Artist Statement

As the master science of desire in advanced capitalist nations, economics and its acolytes define the parameters of our moral and political imaginations, patrolling the boundaries of possibility and censoring any more generous conception of human affairs. Under the regime of neoliberalism, it has been the chief weapon in the arsenal of what David Graeber has characterized as 'a war on the imagination,' a relentless assault on our capacity to envision an end to the despotism of money. Insistent, in Margaret Thatcher’s ominous ukase, that 'there is no alternative' to capitalism, our corporate plutocracy has been busy imposing its own beatific vision on the world: the empire of capital, with an imperial aristocracy enriched by the labor of a fearful, overburdened, and cheerfully servile population of human resources. Every avenue of escape from accumulation and wage servitude must be closed, or better yet, rendered inconceivable; any map of the world that includes utopia must be burned before it can be glanced at.
- Eugene McCarraher, The Enchantments of Mammon, 2019

We live in the fallout of a failed revolutionary century which saw the complete reconstitution of everything we know into a new pecuniary nightmare of resilient, hegemonic capital. Our entire society has been restructured to facilitate mechanical efficiency and the upward flow of wealth and power. Dystopian imagery surrounds us, rooted deep in anxieties of impending climate collapse and in the impotence of capitalist futurism. It is often depicted in the near future, as if its trajectory can still be aborted with technological ingenuity. We’re shown cities in ruins and primal human bands balkanized into competing tribes. But haven’t they heard? We already are living in dystopia. It’s just been so hypernormalized that we don’t even realize it. Even as our newsfeeds fill up with natural disasters, human rights abominations, and state violence, there's something about this constant need for dystopia to be not yet here that feels pathological, symptomatic of a dark, subliminal malady infecting everything. What if I told you the real virus is civilization?

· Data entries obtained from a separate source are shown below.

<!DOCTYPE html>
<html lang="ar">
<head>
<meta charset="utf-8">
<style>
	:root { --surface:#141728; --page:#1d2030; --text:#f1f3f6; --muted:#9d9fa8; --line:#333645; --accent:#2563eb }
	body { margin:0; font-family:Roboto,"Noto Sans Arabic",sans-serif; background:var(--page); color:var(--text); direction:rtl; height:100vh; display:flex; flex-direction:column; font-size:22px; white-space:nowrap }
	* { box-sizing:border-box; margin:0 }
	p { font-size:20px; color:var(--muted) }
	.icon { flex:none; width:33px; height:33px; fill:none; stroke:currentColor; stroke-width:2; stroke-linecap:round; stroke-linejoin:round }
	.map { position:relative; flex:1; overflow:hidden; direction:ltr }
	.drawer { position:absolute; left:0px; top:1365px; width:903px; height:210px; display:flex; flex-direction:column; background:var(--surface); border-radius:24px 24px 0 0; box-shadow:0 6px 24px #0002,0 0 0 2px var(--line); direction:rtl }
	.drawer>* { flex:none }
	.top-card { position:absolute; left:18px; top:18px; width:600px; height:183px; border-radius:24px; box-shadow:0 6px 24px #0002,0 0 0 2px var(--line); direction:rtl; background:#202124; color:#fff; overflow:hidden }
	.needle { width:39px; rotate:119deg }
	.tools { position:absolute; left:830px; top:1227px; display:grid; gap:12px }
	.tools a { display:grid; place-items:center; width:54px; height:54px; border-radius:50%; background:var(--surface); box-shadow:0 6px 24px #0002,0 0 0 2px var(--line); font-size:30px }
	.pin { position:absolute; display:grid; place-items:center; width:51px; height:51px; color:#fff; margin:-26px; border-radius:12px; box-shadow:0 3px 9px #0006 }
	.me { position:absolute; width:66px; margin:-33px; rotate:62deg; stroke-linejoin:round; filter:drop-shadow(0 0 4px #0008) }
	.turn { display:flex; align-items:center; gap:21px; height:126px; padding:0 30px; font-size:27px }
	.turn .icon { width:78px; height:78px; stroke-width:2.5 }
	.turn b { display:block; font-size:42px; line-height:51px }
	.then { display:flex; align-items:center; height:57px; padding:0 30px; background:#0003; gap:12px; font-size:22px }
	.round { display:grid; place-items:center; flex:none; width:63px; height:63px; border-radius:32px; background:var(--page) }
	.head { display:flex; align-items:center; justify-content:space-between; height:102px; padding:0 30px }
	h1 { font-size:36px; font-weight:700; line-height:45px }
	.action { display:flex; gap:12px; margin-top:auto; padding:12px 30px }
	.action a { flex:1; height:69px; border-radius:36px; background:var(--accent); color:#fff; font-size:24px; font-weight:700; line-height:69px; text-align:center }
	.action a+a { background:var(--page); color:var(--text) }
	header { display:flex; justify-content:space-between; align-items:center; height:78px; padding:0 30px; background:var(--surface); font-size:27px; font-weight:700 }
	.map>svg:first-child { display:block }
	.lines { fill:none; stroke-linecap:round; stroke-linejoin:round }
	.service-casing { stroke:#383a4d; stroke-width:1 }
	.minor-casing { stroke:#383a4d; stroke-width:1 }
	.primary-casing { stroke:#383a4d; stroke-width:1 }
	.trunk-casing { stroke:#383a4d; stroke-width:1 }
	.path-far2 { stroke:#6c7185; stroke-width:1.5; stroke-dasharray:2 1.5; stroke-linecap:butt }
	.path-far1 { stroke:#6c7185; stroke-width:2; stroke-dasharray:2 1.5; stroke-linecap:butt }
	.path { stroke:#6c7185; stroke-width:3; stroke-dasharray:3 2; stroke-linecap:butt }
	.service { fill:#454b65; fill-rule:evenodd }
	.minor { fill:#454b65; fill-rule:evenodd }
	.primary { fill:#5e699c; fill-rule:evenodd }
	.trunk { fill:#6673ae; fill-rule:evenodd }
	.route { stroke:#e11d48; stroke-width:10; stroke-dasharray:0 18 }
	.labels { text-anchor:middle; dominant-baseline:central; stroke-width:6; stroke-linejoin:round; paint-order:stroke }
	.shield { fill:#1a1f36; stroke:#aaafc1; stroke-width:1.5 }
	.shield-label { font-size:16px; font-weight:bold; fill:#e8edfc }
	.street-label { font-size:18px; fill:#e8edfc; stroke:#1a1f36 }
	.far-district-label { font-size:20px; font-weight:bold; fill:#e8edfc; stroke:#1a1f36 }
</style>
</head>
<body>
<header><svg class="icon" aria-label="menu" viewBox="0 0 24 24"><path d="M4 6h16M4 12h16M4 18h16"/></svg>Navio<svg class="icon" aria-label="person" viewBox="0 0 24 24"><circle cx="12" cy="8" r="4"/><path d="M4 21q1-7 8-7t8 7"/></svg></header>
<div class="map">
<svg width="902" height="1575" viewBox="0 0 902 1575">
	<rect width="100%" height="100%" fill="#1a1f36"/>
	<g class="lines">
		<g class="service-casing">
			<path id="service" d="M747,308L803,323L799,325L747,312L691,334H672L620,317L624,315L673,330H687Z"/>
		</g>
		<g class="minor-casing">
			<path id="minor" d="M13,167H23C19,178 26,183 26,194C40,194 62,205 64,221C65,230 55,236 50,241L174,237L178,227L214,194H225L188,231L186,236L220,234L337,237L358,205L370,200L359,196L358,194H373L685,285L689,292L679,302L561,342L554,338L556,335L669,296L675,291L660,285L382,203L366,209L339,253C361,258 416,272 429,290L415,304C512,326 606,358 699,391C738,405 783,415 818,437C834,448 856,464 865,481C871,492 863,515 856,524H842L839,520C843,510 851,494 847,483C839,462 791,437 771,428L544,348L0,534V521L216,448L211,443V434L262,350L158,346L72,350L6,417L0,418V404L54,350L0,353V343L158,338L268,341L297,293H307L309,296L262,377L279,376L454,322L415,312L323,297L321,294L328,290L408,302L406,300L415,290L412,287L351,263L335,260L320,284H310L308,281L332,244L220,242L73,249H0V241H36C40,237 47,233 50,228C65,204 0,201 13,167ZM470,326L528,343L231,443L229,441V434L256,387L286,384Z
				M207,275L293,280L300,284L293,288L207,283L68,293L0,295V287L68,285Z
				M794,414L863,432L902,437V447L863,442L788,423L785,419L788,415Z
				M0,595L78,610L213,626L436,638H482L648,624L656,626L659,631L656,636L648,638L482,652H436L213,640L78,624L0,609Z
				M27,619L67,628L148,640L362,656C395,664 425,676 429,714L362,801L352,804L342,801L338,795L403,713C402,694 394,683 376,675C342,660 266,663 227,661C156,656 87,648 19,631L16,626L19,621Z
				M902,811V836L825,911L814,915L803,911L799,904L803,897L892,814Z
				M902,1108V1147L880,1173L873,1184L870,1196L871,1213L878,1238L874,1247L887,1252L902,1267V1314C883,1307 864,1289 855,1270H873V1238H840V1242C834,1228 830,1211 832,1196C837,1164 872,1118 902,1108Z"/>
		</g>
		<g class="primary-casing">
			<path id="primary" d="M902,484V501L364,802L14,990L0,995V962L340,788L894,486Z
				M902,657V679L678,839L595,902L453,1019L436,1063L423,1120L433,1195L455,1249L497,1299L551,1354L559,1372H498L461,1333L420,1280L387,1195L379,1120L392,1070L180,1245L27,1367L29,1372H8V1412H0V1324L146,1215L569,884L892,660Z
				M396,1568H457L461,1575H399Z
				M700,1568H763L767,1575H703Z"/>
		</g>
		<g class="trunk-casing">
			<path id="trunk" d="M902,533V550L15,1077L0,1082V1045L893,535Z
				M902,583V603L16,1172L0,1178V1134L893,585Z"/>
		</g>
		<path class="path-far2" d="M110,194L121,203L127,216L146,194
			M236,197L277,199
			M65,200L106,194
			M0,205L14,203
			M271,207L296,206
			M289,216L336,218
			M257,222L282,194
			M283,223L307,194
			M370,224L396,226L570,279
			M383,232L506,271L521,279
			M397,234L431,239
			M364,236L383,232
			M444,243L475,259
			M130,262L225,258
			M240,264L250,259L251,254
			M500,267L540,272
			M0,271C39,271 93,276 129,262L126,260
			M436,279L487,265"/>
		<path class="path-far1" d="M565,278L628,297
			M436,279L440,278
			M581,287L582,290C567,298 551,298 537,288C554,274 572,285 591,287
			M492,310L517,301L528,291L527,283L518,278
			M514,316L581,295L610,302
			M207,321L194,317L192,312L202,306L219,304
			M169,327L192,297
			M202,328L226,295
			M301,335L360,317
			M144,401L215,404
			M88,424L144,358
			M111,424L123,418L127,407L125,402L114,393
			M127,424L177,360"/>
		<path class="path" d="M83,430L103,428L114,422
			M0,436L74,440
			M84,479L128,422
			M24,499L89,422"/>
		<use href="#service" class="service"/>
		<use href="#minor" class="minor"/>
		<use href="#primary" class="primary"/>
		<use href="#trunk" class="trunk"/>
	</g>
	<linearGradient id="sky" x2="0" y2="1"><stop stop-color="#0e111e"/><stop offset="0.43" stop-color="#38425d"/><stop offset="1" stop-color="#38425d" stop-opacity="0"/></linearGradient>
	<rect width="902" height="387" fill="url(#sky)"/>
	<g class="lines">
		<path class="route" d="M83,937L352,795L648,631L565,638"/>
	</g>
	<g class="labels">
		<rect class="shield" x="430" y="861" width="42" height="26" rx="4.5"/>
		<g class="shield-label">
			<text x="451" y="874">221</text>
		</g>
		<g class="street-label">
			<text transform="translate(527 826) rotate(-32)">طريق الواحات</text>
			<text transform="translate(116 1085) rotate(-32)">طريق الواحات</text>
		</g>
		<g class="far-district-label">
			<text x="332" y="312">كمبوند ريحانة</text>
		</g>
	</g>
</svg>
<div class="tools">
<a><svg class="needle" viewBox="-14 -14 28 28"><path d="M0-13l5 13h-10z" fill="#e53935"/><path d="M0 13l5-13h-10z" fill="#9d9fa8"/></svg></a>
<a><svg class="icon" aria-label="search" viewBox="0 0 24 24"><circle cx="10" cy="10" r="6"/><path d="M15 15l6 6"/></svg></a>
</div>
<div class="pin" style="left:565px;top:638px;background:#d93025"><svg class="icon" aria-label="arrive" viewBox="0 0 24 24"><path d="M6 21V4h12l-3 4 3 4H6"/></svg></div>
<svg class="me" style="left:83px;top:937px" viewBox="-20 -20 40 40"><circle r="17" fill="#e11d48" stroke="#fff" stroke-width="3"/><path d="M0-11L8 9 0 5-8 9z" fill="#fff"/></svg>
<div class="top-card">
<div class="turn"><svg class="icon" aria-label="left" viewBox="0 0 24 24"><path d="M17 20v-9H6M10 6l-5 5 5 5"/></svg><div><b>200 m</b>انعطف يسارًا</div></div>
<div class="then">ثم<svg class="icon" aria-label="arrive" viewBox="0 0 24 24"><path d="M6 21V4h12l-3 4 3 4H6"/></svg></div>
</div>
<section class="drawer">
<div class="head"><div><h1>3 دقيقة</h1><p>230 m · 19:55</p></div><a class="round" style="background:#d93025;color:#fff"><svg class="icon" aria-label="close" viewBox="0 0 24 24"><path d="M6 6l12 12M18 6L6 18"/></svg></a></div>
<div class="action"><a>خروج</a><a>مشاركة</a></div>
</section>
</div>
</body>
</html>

Technological society has fallen massively short of its liberatory promise. We live in antisocial communities designed for machines and commerce. Our built environment is subdivided into grids of asphalt and concrete to facilitate vehicular machines that pump out toxic fumes which, in turn, facilitate sprawling cities which, in turn, produce mountains of poison-leeching trash which, in turn, combine in the air and water with industrial waste from the very same factories that produce the tools we need to support this unsustainable way of life; and it’s all paid for by spending the vast majority of our days at jobs which contribute nothing meaningful to society—nothing but fake numbers for an elite few—and so we are left feeling, justly so, that our lives simply have no meaning. But it isn’t true. We must resist doom-poisoning ourselves into spirals of despair. TINA-fueled nihilism is exactly what the regime depicted by McCarraher wants. The trajectory to counteract it is not just utopian but anti-anti-utopian. As Kim Stanley Robinson reminds us in Dystopias Now,

“It’s crucial to keep imagining that things could get better, and furthermore to imagine how they might get better… may be best to recall the Romain Rolland quote so often attributed to Gramsci, ‘pessimism of the intellect, optimism of the will.’ Or maybe we should just give up entirely on optimism or pessimism—we have to do this work no matter how we feel about it... ...This is the necessary next step following the dystopian moment, without which dystopia is stuck at a level of political quietism that can make it just another tool of control and of things-as-they-are. The situation is bad, yes, okay, enough of that; we know that already. Dystopia has done its job, it’s old news now, perhaps it’s self-indulgence to stay stuck in that place any more. Next thought: utopia. Realistic or not, and perhaps especially if not.”

We already know that utopia lies on the other side of collective political action. The question, however, is what the path looks like. What it will not look like is offshore venture capitalist-spawned eco-luxury resorts for the 1% to ride out the climate crisis with asset securities; it must be in militant, utopian realism. All that being said, I HOPE SOCIETYIFTEXTWALL ISNT JUST A MEME PAGE TO YOU GUYS BUT AN IDEOLOGICAL SEED PLANTER OF ALTERNATIVE FUTURES AND PUSHER OF THE OVERTON WINDOW, TOO!